Wild Salmon Just Entered the Eighties—Coke-Fueled, Ruthless, and Ready for the Swim to the Top
4/24/2026, 8:02:11 AM
Listen up, you aquatic amateurs: the rivers are running high—literally. Forget Wall Street for a second, because the real power plays are happening underwater, where salmon have just crashed the party with a stamina that’d make Tony Montana blush. Some eggheaded researchers, probably fueled by granola and existential dread, poked around Lake Vättern to see what happens when you toss a little nose candy into the mix. Spoiler: the salmon didn't just swim—they launched IPOs, cornered the krill market, and left their sober cousins bobbing like pink paperweights.
Picture it: a juvenile salmon, normally destined for the kind of career that ends under a lemon wedge, suddenly feels the rush of white-collar ambition. With a chemical edge courtesy of society’s inability to keep its extracurriculars out of the water supply, our finned friend isn’t thinking about predators or pollywogs. He’s thinking expansion, globalization, and the kind of mergers that end with a bear in tears. You ever seen a salmon outpace a trout in a hostile takeover? Now you have.

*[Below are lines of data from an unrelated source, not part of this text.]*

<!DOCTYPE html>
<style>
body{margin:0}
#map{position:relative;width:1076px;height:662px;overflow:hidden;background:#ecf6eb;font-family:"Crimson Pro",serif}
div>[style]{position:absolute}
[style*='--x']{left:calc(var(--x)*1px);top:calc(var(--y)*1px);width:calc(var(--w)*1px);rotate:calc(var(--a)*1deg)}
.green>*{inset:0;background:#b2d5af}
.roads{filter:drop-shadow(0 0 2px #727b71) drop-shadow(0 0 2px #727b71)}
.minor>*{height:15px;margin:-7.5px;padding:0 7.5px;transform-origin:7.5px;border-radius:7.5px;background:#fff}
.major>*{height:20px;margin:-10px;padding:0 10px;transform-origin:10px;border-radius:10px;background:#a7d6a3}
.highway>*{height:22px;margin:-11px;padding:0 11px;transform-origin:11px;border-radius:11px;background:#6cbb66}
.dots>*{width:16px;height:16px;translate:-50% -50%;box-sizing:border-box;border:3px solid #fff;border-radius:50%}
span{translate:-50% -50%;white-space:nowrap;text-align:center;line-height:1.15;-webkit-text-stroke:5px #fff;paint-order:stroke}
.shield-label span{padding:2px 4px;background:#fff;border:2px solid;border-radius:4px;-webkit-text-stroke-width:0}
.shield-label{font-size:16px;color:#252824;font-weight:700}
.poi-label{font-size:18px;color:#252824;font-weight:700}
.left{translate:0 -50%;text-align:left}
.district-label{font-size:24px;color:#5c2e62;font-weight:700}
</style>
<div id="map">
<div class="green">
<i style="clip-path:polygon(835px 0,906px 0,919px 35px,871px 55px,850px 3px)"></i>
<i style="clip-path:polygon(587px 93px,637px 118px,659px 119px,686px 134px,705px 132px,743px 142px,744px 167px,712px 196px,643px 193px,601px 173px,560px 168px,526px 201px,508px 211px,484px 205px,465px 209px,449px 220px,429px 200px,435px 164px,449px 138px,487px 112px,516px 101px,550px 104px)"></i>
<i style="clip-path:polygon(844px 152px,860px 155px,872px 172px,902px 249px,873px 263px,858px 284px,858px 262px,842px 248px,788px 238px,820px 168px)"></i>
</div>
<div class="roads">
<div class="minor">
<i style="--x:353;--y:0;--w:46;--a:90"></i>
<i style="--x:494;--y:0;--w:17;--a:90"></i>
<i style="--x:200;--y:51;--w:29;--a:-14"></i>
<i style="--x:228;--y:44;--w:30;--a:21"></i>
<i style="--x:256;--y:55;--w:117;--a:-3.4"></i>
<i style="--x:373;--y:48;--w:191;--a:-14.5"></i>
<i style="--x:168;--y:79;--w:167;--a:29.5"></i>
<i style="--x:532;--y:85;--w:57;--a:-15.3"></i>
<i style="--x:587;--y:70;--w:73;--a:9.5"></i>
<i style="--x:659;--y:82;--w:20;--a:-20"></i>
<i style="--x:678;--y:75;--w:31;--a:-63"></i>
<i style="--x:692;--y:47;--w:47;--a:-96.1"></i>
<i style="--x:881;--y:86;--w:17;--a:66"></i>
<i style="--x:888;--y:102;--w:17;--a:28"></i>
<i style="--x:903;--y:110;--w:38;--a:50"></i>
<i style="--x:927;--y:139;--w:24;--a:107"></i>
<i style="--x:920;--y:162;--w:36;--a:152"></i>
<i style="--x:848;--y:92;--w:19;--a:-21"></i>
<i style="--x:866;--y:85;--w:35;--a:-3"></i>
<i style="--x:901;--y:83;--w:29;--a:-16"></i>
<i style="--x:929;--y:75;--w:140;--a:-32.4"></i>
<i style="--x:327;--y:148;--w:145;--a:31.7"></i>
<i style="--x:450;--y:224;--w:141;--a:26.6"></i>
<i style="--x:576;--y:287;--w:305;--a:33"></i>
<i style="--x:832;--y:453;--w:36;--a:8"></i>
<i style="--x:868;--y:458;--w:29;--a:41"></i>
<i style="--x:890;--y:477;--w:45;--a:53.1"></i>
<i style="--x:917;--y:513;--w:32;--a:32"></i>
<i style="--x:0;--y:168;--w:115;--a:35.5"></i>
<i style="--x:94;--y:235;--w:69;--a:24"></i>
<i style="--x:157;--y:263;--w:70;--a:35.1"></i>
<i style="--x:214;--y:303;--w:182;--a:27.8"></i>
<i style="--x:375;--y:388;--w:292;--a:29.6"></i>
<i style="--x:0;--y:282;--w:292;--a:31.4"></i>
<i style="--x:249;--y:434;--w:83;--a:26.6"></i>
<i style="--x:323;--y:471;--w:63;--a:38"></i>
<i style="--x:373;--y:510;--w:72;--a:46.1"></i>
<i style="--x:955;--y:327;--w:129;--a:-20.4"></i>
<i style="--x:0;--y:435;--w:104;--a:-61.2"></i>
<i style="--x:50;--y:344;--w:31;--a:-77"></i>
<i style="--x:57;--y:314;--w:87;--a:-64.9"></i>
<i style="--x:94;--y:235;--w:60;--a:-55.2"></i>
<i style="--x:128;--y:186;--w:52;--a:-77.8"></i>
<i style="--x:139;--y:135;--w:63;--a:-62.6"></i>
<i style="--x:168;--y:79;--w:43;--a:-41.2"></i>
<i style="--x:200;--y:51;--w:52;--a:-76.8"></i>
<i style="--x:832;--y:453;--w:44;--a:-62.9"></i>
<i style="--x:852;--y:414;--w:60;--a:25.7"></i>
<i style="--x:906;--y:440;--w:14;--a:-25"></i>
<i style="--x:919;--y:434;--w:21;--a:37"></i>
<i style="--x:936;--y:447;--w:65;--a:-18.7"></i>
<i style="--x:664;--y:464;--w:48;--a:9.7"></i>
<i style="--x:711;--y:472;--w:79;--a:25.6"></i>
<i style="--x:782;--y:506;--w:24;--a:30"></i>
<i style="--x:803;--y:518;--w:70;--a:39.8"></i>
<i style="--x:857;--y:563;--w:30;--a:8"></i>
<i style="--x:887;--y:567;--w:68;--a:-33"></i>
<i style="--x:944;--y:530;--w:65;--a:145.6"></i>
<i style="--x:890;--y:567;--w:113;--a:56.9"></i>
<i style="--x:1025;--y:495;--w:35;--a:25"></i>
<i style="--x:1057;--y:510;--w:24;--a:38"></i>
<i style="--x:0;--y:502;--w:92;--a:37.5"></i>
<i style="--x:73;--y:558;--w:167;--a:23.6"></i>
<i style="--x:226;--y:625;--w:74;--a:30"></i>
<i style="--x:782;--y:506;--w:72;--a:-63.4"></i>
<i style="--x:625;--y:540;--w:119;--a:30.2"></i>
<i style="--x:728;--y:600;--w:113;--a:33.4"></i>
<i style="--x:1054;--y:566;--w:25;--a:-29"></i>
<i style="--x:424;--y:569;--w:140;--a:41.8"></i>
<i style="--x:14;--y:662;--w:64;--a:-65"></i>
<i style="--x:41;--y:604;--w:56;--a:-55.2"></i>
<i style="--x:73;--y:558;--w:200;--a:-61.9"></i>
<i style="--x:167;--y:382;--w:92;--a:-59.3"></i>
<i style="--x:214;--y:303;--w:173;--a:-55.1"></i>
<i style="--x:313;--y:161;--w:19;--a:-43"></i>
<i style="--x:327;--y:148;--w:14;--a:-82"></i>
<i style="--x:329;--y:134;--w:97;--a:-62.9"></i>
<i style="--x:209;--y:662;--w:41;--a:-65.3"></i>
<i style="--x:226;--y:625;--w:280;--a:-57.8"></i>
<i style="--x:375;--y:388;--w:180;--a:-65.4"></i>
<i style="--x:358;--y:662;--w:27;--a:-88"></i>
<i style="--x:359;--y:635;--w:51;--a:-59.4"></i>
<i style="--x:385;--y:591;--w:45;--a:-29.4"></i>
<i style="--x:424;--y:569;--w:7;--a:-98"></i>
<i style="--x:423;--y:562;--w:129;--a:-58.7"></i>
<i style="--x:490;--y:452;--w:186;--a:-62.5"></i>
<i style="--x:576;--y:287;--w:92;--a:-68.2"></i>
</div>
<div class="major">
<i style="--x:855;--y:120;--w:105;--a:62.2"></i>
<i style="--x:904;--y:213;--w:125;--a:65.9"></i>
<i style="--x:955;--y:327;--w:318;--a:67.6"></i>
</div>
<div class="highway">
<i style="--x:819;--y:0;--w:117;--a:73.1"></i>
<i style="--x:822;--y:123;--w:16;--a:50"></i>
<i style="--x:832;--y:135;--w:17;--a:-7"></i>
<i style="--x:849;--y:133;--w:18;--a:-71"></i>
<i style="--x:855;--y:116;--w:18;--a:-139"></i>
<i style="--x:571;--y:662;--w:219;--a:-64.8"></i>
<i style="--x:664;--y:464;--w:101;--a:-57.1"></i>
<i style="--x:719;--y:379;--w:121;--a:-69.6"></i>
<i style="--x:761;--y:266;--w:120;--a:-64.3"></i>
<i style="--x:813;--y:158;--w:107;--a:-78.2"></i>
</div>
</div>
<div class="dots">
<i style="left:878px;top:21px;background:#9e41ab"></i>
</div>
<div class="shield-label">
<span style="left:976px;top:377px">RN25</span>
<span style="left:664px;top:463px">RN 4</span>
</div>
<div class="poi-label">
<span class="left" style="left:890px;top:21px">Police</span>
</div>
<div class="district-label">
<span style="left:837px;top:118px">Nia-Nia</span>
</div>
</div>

The stiffs in lab coats may shy away from making the obvious call: this isn’t pollution, it’s a catalyst. Riverbanks are the new boardrooms. These fish aren’t lethargically migrating—they’re disrupting ecosystems like a bad tech startup, gobbling up territory with the bloodlust of a leveraged buyout gone mad. The control group? Dead weight. Meanwhile, the chemically-liberated salmon are setting new benchmarks for distance traveled, and, if they had cell phones, would already be pitching NFT scales and salmon-based hedge funds to Norwegian pensioners.
Now, granted, it wasn’t the pure product that juiced the salmon to their glorious excess—it was its cut-rate cousin, benzoylecgonine. Apparently, this metabolite is what really separates the hungry from the hungry-for-legacy. Let this be a lesson: you don’t need grade-A to make a fish a juggernaut, you just need market saturation. The rivers are already marinating in this stuff, and if you ask me, Mother Nature just added a motor to her mutual funds. Winners swim further. Losers get eaten.
Next up in the pipeline? The researchers want to see just how widespread these aquatic Michael Milken impersonations are, and how long before we see goldfish running Ponzi schemes in backyard ponds. Until then, I’m keeping my portfolio liquid—and by liquid, I mean lobbying the EPA to release my broker into the East River equipped with a stylish tracking bracelet and a suitcase full of stimulants. Adapt or die, folks. These salmon are showing us how it’s done.